[Opening PROVIDED RECORDS section]

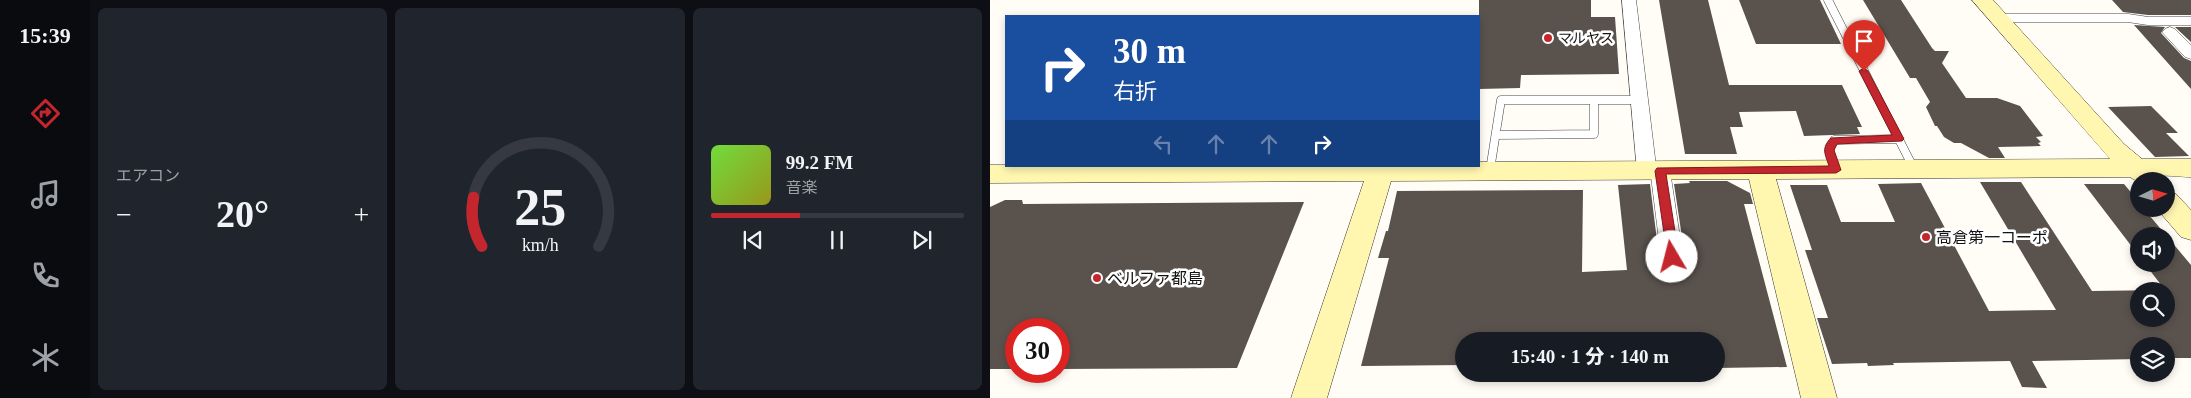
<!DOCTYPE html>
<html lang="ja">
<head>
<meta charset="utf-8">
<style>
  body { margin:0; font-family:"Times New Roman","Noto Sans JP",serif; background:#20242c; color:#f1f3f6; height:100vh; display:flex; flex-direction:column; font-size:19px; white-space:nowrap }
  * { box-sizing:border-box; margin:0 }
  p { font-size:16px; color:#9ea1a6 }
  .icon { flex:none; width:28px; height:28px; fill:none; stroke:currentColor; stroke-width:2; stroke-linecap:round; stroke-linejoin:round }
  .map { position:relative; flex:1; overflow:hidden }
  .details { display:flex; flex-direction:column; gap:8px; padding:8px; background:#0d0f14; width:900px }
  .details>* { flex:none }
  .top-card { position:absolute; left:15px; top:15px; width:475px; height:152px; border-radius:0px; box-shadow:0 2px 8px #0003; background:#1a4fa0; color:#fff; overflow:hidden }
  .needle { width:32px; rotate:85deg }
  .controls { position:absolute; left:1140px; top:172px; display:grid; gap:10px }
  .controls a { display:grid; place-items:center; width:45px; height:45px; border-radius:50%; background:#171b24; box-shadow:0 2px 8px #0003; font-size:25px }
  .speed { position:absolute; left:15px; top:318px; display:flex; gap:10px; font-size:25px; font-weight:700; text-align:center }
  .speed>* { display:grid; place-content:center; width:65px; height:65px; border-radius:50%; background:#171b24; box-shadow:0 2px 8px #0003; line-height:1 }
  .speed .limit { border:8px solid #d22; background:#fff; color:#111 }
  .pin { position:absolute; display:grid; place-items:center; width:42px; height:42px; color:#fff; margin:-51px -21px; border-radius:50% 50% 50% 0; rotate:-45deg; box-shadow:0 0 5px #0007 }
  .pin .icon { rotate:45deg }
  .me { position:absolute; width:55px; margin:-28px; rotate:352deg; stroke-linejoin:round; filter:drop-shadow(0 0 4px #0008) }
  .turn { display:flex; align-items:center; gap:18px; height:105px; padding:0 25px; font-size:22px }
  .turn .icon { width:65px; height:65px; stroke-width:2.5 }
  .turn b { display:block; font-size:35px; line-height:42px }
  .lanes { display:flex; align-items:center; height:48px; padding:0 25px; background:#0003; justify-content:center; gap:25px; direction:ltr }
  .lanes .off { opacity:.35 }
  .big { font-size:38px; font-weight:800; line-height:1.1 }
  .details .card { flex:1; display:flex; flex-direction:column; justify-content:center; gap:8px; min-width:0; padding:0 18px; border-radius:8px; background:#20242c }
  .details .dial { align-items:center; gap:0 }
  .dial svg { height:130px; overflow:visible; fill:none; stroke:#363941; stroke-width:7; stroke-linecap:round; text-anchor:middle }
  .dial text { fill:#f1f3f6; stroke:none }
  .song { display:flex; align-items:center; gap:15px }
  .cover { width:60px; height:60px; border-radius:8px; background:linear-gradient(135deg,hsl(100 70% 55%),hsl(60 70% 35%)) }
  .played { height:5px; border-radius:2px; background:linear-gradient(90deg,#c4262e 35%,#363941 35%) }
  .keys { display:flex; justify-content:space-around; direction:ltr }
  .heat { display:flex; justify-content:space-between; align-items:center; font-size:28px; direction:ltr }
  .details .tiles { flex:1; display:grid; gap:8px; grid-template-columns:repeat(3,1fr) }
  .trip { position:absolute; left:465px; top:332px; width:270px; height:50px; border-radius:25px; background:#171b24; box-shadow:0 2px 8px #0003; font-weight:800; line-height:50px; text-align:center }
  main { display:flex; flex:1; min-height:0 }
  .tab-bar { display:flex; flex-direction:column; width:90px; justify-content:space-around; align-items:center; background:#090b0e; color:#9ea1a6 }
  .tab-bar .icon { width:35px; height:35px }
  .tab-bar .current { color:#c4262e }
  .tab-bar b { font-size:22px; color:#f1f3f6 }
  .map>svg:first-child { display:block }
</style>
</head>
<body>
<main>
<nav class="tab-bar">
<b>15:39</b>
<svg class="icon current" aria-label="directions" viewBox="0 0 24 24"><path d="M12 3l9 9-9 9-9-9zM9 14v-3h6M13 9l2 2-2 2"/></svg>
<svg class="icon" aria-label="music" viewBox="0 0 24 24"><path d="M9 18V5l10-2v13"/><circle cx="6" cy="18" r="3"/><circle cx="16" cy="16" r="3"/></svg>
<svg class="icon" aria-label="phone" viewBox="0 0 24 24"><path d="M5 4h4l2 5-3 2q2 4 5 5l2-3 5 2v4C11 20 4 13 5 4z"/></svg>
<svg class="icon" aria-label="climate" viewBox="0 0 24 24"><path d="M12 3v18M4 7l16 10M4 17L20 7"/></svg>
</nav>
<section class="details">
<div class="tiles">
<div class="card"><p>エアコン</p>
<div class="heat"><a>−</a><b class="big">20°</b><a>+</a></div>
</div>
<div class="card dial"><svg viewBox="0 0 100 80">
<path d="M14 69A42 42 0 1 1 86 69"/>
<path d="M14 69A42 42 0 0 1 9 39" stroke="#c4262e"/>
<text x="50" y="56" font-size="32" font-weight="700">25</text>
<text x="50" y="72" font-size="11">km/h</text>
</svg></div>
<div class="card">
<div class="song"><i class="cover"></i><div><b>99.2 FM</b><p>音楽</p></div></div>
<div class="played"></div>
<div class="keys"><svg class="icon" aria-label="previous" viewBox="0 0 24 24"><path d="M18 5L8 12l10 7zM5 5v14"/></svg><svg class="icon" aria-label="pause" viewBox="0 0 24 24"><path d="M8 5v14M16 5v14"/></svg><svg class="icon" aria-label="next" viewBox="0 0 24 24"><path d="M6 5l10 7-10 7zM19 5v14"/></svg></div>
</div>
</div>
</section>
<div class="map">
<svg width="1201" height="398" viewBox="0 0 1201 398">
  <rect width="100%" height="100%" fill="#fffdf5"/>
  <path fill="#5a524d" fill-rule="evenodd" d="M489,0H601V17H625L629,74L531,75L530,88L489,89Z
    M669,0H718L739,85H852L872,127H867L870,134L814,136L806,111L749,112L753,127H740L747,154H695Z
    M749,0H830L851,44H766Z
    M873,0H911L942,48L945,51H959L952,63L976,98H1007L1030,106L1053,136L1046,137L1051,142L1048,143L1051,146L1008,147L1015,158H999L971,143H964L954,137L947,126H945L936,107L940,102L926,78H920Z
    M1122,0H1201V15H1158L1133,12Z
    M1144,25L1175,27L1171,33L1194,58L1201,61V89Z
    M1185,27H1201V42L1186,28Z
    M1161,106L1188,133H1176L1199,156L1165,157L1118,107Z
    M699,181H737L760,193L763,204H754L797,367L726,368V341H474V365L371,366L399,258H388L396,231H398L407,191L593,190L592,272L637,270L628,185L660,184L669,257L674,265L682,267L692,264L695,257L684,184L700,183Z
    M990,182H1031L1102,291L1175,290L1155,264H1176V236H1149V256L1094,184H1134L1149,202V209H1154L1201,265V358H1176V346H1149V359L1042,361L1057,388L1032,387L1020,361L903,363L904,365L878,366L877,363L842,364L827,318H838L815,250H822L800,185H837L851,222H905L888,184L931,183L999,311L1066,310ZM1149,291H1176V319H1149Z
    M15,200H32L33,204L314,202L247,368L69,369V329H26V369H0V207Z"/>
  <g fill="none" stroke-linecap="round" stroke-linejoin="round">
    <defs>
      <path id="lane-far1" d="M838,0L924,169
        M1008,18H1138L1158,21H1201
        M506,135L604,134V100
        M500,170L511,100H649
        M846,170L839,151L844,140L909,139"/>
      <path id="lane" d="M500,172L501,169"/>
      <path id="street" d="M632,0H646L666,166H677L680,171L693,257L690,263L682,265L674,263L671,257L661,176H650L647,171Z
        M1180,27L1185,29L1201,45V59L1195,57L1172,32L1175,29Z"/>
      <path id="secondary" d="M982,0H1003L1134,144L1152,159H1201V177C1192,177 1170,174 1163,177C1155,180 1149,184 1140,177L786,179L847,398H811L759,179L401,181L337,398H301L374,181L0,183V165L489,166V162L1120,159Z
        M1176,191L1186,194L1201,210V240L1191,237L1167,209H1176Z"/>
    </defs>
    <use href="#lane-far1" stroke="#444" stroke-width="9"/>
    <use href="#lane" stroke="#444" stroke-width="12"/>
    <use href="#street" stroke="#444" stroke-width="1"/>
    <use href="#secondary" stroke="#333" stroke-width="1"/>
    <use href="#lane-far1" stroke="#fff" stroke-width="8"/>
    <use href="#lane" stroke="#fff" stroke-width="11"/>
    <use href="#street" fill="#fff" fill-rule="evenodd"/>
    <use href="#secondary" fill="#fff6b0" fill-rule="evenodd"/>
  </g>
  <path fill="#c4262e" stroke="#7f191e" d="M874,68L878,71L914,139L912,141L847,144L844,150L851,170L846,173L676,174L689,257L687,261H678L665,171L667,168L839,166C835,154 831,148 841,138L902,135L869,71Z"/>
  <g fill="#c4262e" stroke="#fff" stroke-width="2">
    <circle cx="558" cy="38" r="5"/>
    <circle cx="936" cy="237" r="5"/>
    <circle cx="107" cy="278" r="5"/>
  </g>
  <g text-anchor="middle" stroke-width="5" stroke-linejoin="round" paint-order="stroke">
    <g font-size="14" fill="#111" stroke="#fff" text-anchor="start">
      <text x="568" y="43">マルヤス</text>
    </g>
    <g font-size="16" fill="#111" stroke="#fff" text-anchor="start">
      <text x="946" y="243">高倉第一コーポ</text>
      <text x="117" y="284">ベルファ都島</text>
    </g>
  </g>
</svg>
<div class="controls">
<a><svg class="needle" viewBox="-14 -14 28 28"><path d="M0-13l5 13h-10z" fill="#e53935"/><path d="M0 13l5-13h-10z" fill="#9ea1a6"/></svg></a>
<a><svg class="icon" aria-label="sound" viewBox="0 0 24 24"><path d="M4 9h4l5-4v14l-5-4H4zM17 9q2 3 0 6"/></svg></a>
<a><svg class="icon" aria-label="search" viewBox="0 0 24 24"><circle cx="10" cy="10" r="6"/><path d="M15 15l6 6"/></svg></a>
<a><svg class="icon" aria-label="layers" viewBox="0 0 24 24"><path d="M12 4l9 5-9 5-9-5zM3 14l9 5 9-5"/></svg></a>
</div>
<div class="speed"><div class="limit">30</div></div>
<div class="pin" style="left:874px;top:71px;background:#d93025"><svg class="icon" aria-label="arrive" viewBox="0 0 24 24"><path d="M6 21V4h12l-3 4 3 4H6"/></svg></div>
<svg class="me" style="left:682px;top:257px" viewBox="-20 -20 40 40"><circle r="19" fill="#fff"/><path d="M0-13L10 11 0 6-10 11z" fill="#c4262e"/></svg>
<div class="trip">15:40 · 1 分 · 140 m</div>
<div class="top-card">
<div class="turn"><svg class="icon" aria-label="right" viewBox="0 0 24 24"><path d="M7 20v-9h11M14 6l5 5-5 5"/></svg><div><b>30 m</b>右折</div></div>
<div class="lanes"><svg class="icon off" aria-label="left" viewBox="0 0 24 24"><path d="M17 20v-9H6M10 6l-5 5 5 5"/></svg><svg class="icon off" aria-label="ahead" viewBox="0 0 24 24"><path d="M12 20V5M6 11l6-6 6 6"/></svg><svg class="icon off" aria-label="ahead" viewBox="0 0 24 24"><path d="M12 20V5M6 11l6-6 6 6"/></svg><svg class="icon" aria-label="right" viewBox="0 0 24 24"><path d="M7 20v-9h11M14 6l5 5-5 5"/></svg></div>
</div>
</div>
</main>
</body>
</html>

[Closing PROVIDED RECORDS section]

* **REQUIRED ACTION**
Go through the records and show every line with the string "rotate" in it.

* **ANSWER TO THIS TASK**
  .needle { width:32px; rotate:85deg }
  .pin { position:absolute; display:grid; place-items:center; width:42px; height:42px; color:#fff; margin:-51px -21px; border-radius:50% 50% 50% 0; rotate:-45deg; box-shadow:0 0 5px #0007 }
  .pin .icon { rotate:45deg }
  .me { position:absolute; width:55px; margin:-28px; rotate:352deg; stroke-linejoin:round; filter:drop-shadow(0 0 4px #0008) }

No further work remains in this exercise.